Les premiers avaient fait exécuter la loi du 24 septembre 1791, qui soumettait les hommes de couleur libres à l’assemblé coloniale ; les seconds sont chargés de mettre à exécution la loi du 4 avril, qui prononce l’égalité des droits politiques entre cette classe et celle des blancs.

Les premiers avaient à concilier la rigueur de la loi avec les conseils et les sollicitations de l’équité, entre deux partis irrités : les seconds sont forts d’une loi nouvelle, qui ne permet plus ni aux uns d’exiger, ni aux autres de refuser ou de temporiser.

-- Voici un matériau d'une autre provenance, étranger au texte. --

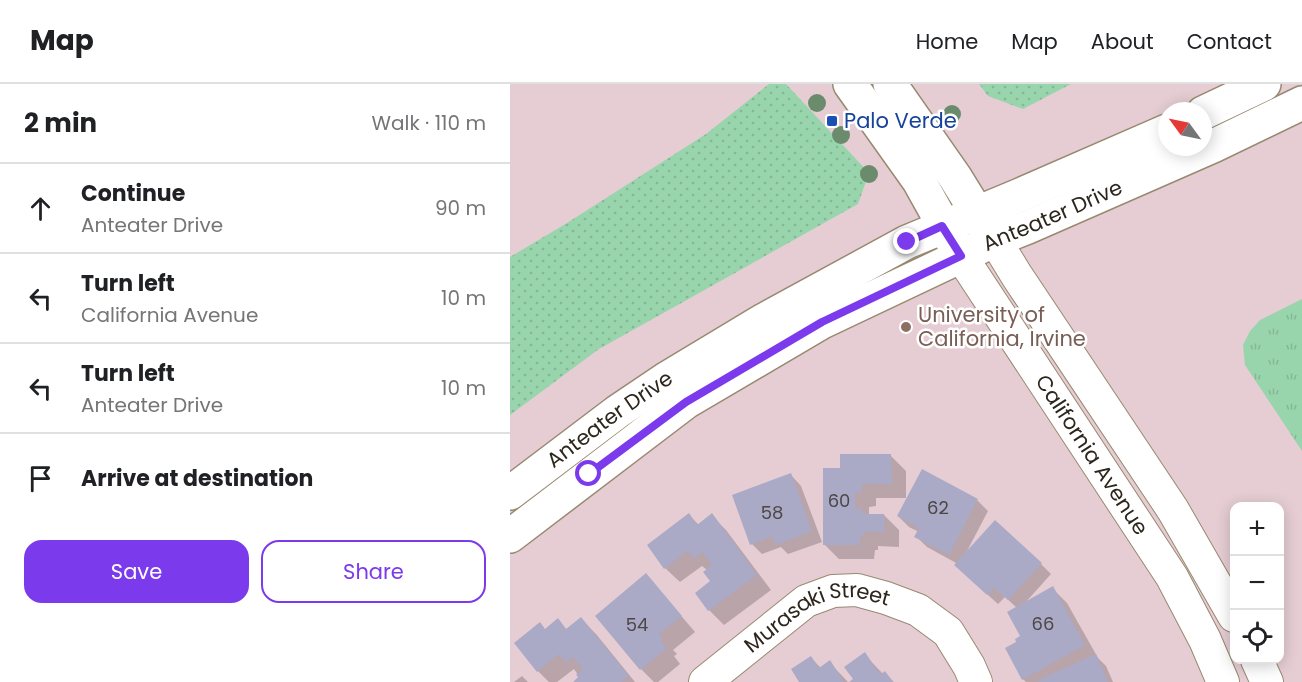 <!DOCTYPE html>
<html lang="en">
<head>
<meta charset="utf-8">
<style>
  :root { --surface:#fff; --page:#f6f6f6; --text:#202124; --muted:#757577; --line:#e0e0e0; --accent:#7c3aed }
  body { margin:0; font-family:Poppins,sans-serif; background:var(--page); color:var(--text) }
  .controls { position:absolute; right:18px; bottom:18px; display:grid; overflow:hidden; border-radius:12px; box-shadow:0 3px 15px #0003 }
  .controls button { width:54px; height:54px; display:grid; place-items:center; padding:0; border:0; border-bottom:2px solid var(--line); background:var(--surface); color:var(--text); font:30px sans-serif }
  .compass { position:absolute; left:648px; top:18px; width:54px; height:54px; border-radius:50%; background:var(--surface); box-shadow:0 3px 15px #0003; rotate:303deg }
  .stop { position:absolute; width:18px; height:18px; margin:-14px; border:4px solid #7c3aed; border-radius:50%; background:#fff }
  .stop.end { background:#7c3aed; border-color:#fff; box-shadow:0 2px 6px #0008 }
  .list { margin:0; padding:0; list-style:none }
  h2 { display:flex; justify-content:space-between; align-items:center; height:78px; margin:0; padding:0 24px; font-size:26px }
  h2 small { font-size:20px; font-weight:400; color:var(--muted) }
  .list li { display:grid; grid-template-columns:39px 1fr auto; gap:18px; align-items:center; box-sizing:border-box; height:90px; padding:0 24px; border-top:2px solid var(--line) }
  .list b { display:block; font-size:22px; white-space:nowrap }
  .list p { margin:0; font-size:20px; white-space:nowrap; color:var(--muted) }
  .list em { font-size:20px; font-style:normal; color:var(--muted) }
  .actions { display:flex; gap:12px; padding:18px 24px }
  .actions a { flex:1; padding:14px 0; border:2px solid var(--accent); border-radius:18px; text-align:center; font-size:21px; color:var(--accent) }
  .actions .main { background:var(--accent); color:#fff }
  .icon { flex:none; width:33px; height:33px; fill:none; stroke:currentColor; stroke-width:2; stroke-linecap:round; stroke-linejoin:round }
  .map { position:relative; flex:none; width:792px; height:598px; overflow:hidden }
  header { display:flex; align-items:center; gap:36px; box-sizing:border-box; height:84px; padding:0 30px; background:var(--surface); border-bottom:2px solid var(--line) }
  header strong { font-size:28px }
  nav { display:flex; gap:33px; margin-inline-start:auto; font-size:21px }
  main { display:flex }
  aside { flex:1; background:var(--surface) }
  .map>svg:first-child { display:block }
  .education { fill:#e6cdd4; fill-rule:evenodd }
  .grass { fill:url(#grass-dots) }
  .park { fill:url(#park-tufts) }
  .shadow { fill:#0003 }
  .building { fill:#aaaac6 }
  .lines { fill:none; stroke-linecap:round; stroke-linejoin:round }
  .minor-casing { stroke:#988970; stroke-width:34 }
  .major-casing { stroke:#988970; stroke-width:36 }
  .minor { stroke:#fff; stroke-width:32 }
  .major { stroke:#fff; stroke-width:33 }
  .tree { fill:#6b8c6c }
  .route { stroke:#7c3aed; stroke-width:8 }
  .transit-dot { fill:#1a4fb4; stroke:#fff; stroke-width:2 }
  .education-dot { fill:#8d6e63; stroke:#fff; stroke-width:2 }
  .labels { text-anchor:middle; stroke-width:5; stroke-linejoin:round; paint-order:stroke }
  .number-label { font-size:18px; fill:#4c4746 }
  .transit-label { font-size:21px; fill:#164399; stroke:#fff; text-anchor:start }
  .street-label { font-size:21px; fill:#2c261c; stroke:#fff }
  .education-label { font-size:21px; fill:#785e54; stroke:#fff; text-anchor:start }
</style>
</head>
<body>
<header>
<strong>Map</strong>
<nav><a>Home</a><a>Map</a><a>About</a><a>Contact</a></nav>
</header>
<main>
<aside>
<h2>2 min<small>Walk · 110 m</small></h2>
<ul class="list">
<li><svg class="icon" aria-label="ahead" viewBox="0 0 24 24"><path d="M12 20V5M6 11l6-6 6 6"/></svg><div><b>Continue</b><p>Anteater Drive</p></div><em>90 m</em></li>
<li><svg class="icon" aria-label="left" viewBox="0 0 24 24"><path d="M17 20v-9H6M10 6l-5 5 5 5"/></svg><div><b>Turn left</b><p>California Avenue</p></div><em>10 m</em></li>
<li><svg class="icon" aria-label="left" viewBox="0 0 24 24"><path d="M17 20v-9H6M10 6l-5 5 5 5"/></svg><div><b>Turn left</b><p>Anteater Drive</p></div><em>10 m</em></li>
<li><svg class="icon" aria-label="arrive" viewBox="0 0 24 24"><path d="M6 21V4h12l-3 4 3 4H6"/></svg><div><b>Arrive at destination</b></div></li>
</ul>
<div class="actions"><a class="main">Save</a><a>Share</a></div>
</aside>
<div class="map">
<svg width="792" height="598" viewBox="0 0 792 598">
  <defs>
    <pattern id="grass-dots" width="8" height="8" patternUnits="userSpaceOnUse" patternTransform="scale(1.5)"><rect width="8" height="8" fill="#99d5ac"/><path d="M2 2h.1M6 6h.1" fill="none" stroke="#84b793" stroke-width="1.8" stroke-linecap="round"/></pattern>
    <pattern id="park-tufts" width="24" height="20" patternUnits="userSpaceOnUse" patternTransform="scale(1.5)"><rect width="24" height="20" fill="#99d5ac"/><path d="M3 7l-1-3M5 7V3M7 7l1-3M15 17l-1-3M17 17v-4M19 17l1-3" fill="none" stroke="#84b793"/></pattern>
  </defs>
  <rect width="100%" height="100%" fill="#eddcc1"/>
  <path class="education" d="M0,0H792V598H0ZM657,27H693V63H657ZM724,422H770V576H724Z"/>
  <g class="grass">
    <path d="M259,0H276L359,89L348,120L89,265L0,331V173L57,139L196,50Z"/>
    <path d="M469,0H561L513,25L478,12Z"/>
  </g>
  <path class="park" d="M792,215V367L735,281L733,261L740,247L750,236Z"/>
  <g class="shadow">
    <path d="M381,372L396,387V414H366V422L359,423V431H374L389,446V463L368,462V466H365L364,475H329L314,460L332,386Z"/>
    <path d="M412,387L468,417L478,427L456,469L531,480L541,490L515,519L542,504L557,519L588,574L596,582L603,598H516L513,595L508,559L512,553L507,524L495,513L488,520L457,492L448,480L417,463L406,452L409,448L399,443L388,432Z"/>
    <path d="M281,391L291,402L312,458L278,470L271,463L252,470L242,460Z"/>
    <path d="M179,431L189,441L201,431L216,446L261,506L214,541L199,526L202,498L197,486L192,482L170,498L155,484Z"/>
    <path d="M136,491L185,548L163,566L167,570L164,572L170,580L148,598H144L131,585L87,532Z"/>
    <path d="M71,535L86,550L125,598H65L70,594L64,585L47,598H39L28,587L36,546L48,536L57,546Z"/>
    <path d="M354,570L373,590L375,589L384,598H341L345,596Z"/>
    <path d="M301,574L311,584L319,578L338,598H290Z"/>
    <path d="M12,592L18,598H4Z"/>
  </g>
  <g class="building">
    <path d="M330,370H381L382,400H352V408L345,409V425L352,424V430H374V448H354V452H350V461H313V384H330Z"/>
    <path d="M412,385L468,415L439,471L404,453L409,444L387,432Z"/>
    <path d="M281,389L302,447L266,461L263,452L240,461L222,411Z"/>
    <path d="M179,429L187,441L202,429L247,491L198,527L185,509L200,497L193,488L202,481L192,468L184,475L178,467L154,485L137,461Z"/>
    <path d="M485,436L532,479L498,516L484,504L477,511L444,481Z"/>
    <path d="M136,489L172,532L149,550L153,555L151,557L157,564L130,586L85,532Z"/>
    <path d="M543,502L575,561L512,596L495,564L506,558L505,555L510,552L497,528Z"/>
    <path d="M71,533L119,592L111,598H63L68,593L66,591L73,585L63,573L56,579L49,570L27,588L4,559L30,538L35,545L48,534L56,545Z"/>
    <path d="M355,568L370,591L375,587L383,598H339L343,595L334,583Z"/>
    <path d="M586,570L598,598H529L528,596Z"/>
    <path d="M301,572L309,584L320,576L334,598H289L281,585Z"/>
  </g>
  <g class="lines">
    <defs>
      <g id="minor">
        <path d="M485,156L507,192L663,426L724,532"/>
        <path id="s1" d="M451,172L662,493L695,556L713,598"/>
        <path d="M747,576L757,598"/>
        <path id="s2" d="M195,598L296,517L323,507L347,506L376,514L408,526L438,548L459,582L466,598"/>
      </g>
      <g id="major">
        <path d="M340,0L409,97L444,160"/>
        <path d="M380,0L445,93L477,145"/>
        <path d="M693,29L754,0"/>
        <path id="s3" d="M0,409L107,328L156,295L254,236L397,158L510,111L657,47"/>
        <path id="s4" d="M0,452L176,318L312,238L485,156L518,143L703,62L792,19"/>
      </g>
    </defs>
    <use href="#minor" class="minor-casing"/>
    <use href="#major" class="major-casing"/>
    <use href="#minor" class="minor"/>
    <use href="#major" class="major"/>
  </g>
  <g class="tree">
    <circle cx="307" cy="19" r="9"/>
    <circle cx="442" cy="30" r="9"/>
    <circle cx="331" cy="51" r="9"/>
    <circle cx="359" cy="90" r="9"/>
  </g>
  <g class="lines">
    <path class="route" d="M79,390L176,318L312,238L451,172L432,142L397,158"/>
  </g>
  <rect class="transit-dot" x="316" y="31" width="12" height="12" rx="3"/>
  <circle class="education-dot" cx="396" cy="243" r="6"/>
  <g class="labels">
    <g class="number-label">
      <text x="329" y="423">60</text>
      <text x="428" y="430">62</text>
      <text x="262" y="435">58</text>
      <text x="533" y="546">66</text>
      <text x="127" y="547">54</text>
    </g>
    <g class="transit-label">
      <text x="334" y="44">Palo Verde</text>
    </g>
    <g class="street-label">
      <text dy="7" stroke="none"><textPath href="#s4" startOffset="633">Anteater Drive</textPath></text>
      <text dy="7" stroke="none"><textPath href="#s3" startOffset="124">Anteater Drive</textPath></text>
      <text dy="7" stroke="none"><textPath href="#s1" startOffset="238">California Avenue</textPath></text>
      <text dy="7" stroke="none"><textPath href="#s2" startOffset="135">Murasaki Street</textPath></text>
    </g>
    <g class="education-label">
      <text x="408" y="238">University of<tspan x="408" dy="24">California, Irvine</tspan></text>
    </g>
  </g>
</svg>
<div class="controls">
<button>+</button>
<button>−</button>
<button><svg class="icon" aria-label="locate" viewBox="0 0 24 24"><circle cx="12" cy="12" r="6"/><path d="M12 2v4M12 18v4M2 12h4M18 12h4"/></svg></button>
</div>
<svg class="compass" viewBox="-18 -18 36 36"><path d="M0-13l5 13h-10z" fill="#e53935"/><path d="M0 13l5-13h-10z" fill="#757577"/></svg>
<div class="stop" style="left:79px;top:390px"></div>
<div class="stop end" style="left:397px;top:158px"></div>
</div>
</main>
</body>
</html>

Les premiers n’avaient, au défaut de persuasion, dans des garnisons épuisées et peu nombreuses, que de faibles moyens à requérir et à employer, soit pour imposer aux factieux, soit pour faire rentrer les ateliers révoltés dans le devoir et la soumission : les seconds trouveront à leur arrivée cinq à six mille hommes de troupes réglées, en sus de la force armée qui existait déjà dans la colonie ; et la même expédition qui les y porte, augmentera ce nombre de quatre mille volontaires de la garde nationale, ainsi que de deux mille soldats de ligne, indépendamment des garnisons et des équipages des bâtiments de l’État, qui sont stationnés aux îles sous le vent. Sa Majesté a pensé que cette masse de forces de treize à quatorze mille hommes, pourvus de toutes les munitions nécessaires, serait plus que suffisante pour remplir le vœu particulier de l’article 8 de la loi du 4 avril, et pour assurer en général l’exécution parfaite de toutes les dispositions qu’elle contient[1]. Jamais le roi ne pourra révoquer en doute le respect d’un Français pour les commandemens de la loi : mais, si la supposition d’une résistance répugne autant à son cœur qu’au caractère national, il est néanmoins dans les plans de la sagesse de prévoir jusques à l’impossible, afin d’étouffer jusques aux murmures de l’obéissance. Or, si les deux partis principaux se balançaient avant l’envoi de forces successives et nouvelles à Saint-Domingue, ne doit-on pas croire que l’un de ces partis, accru d’un renfort de près de quatorze mille hommes, constituera l’autre dans l’heureuse impuissance de méconnaître la loi et la voix de ses organes ? L’appareil seul des moyens de réduction qui investira les sieurs commissaires, les dispensera donc inévitablement d’en faire aucun usage. Le roi se repose, dans cet espoir consolant, de

  1. Six à sept mille hommes avaient été effectivement envoyés dans la colonie avant l’arrivée des commissaires civils. Il en vint six mille avec eux. (Débats, tome 5, page 211.)